L’élu de la semaine : Freddy Martin-Rosset

Elu de la semaine - Freddy Martin-RossetL’acteur qui aime aussi écrire

Cet ancien journaliste est lié depuis son enfance à Epinouze, commune drômoise de 1530 habitants, dont il est le maire depuis 1992. Il se représente aux municipales de 2014 avec quelques objectifs principaux, dont celui-ci : « Faire vivre une commune où les gens ressentent une certaine solidarité, et enrayer ce vice qui mine notre société : l’individualisme »

Après avoir géré quelques années la ferme familiale suite au décès prématuré de ses parents, il a travaillé dans une coopérative agricole, avant d’entamer une carrière de journaliste à partir de 1985 à L’Agriculture drômoise, dont il a été le rédacteur en chef de 1993 à 2006.

Cette année-là, confronté à la montée en puissance de ses mandats électifs, il met fin à ses activités de journaliste. Car l’homme est ainsi : il ne fait pas les choses à moitié.

On le voit au quotidien dans sa commune d’Epinouze et alentours. Ce mot “alentours” n’est pas sans importance, car Freddy Martin-Rosset s’implique à fond dans l’intercommunalité. Et ce, depuis des années : en 1992, il est de ceux qui créent l’une des premières communautés de communes en France, celle de Rhône-Valloire, qu’il préside depuis 2008.

La chance pour l’avenir

Depuis de longs mois, il s’implique avec enthousiasme dans une nouvelle étape, qui débouchera en janvier 2014 sur la naissance de la Communauté de communes “Porte de RhôneArdèche” (“dénomination écrite à l’américaine, comme il dit dans un sourire, avec le “A” en majuscule”) qui regroupera 35 communes et quelque 45000 habitants. « Une intercommunalité, reprend-il, assez atypique, sans une ville-centre qui ferait de l’ombre sur les autres communes la composant ».

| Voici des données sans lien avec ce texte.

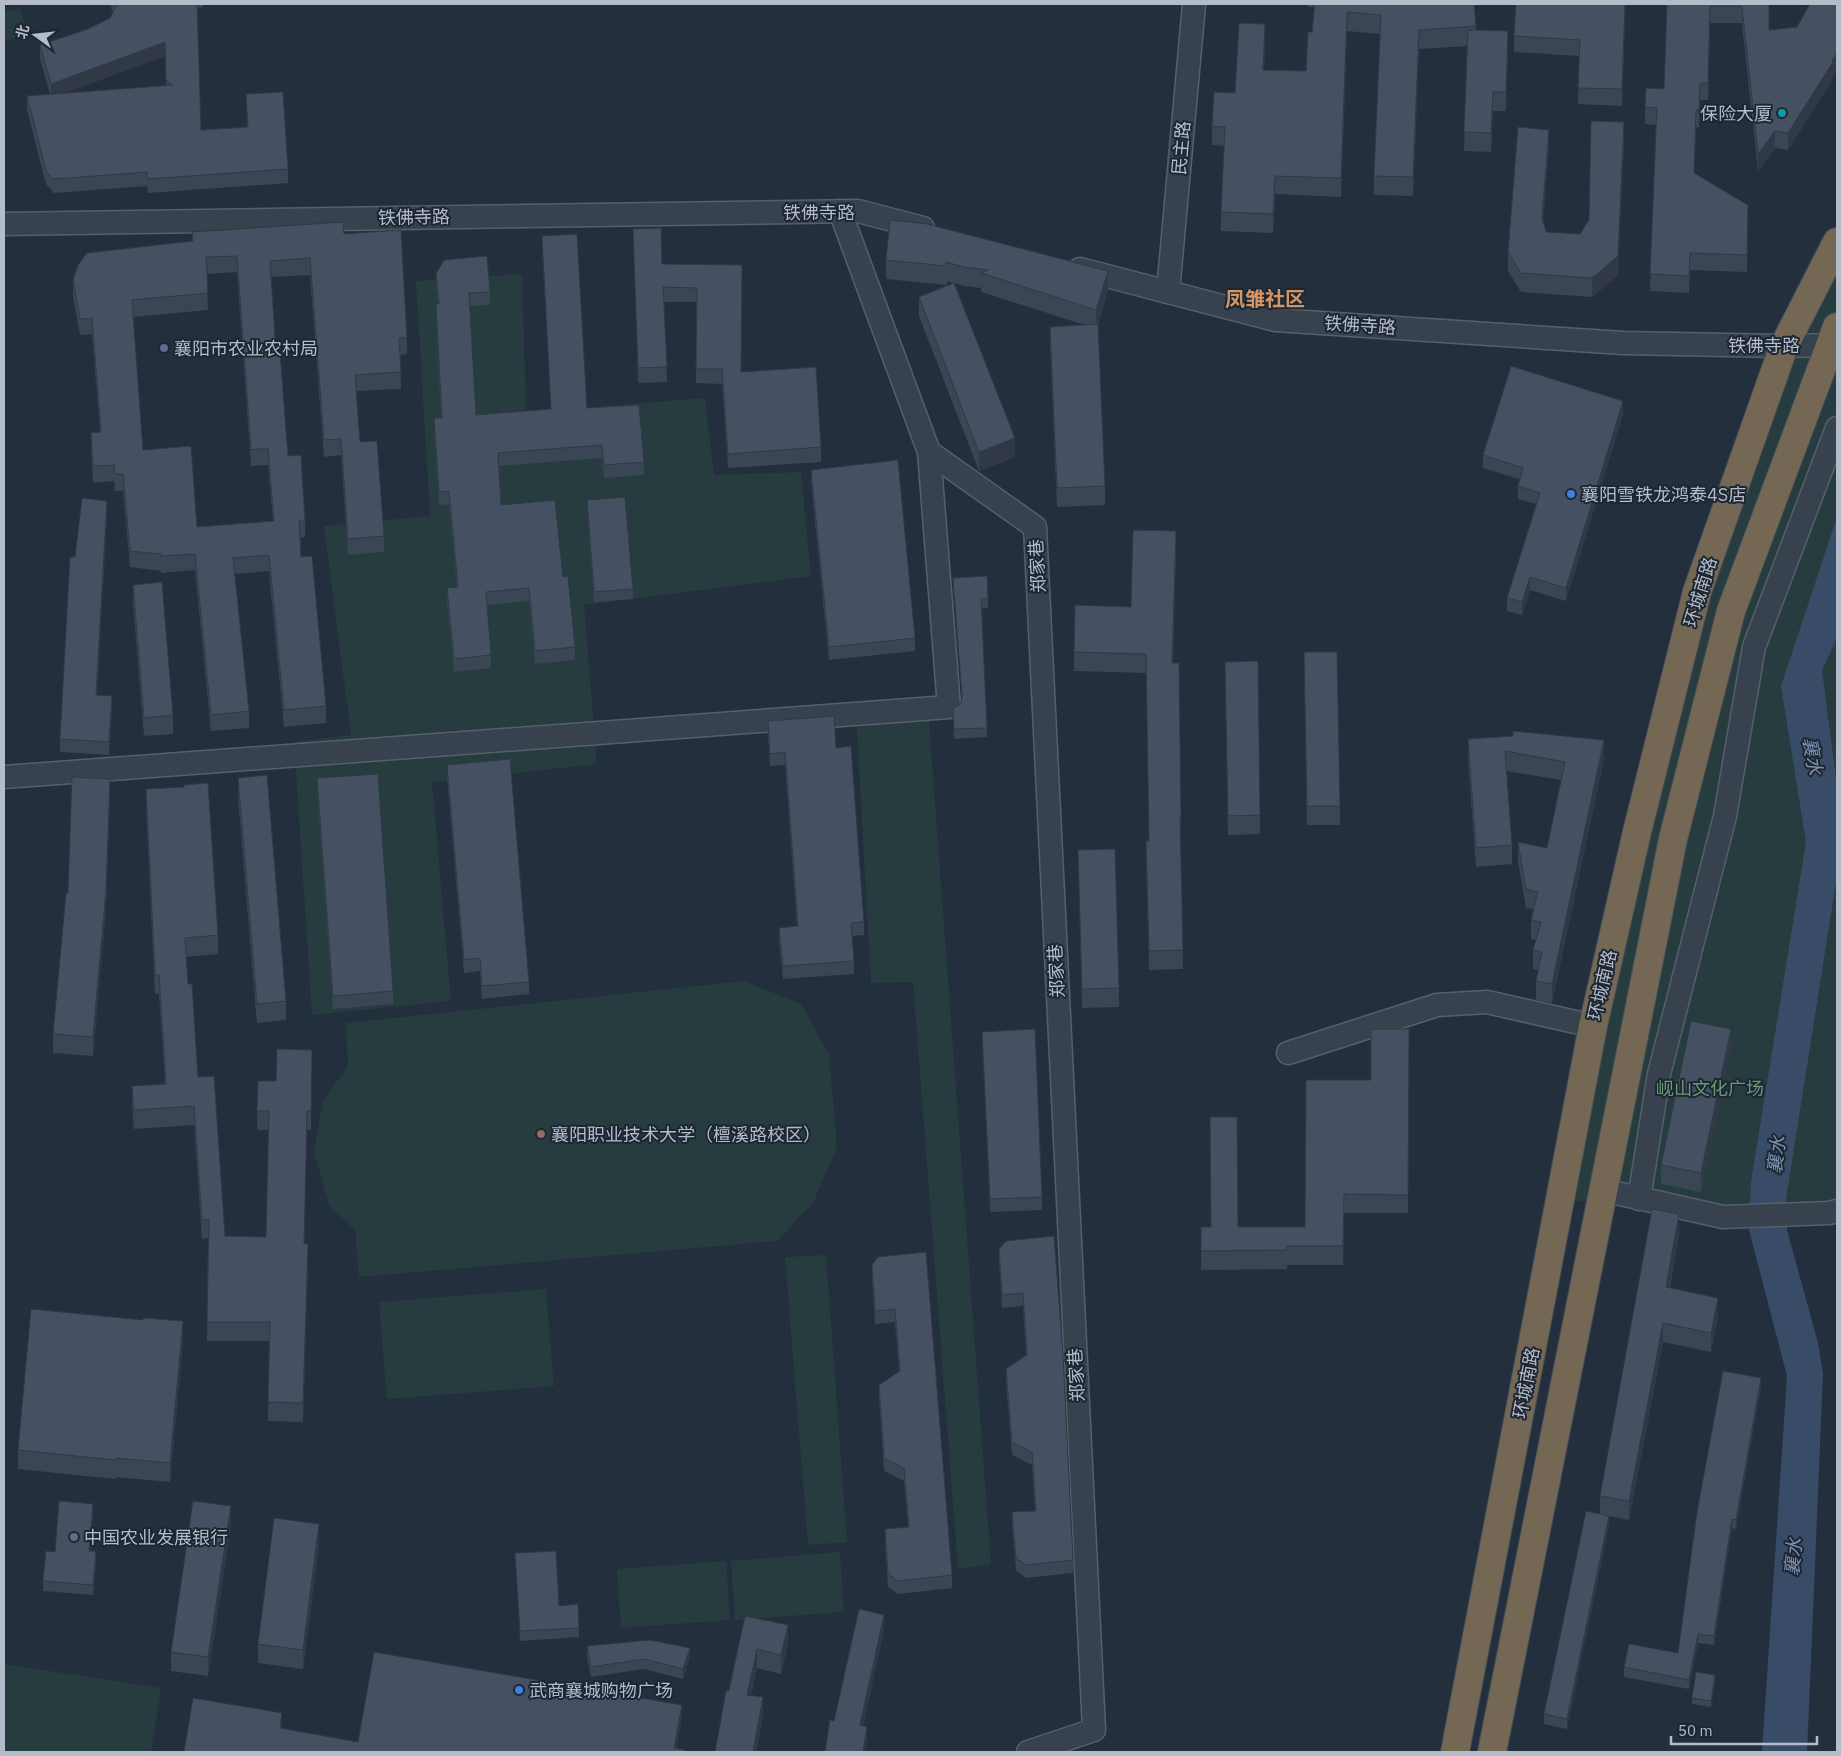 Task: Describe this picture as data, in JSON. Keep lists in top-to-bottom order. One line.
{"streets":{"highway":["环城南路"],"street":["民主路","铁佛寺路","郑家巷"]},"crossings":[["民主路","铁佛寺路"],["铁佛寺路","环城南路"]],"districts":["凤雏社区"],"water":["襄水"],"parks":["岘山文化广场"],"places":["保险大厦","襄阳市农业农村局","襄阳雪铁龙鸿泰4S店","襄阳职业技术大学（檀溪路校区）","中国农业发展银行","武商襄城购物广场"],"scale_bar":"50 m","north":"left"}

L’intercommunalité est pour lui une affaire sérieuse : « Des communes de la taille d’Epinouze, encore plus au moment où l’Etat s’efface, n’ont d’avenir que dans l’intercommunalité. C’est aussi la seule chance pour l’échelon de proximité ».

Il se représente aux municipales de 2014. Il aurait bien voulu passer la main. « Les habitants en ont peut-être assez de voir ma tête après toutes ces années », dit-il avec humour !, mais il est d’avis qu’un capitaine ne doit pas abandonner le navire dans la tempête : donc il repart au combat et entend dans la prochaine mandature mener à bien quelques dossiers et, surtout, préparer la relève, en s’entourant d’une équipe de jeunes élus « L’avenir c’est eux ». Quels dossiers ? Du concret et du “philosophique”: affirmer une vocation communale, même dans le cadre de l’intercommunalité, et travailler sur ce qu’il appelle le “centrebourg”, y favoriser les déplacements, la circulation ; s’attaquer dans les meilleurs délais au grand chantier des rythmes scolaires. Mais aussi travailler plus en profondeur pour faire d’Epinouze une ville solidaire au quotidien. Vaste chantier qui constituera un des axes principaux de sa campagne de 2014.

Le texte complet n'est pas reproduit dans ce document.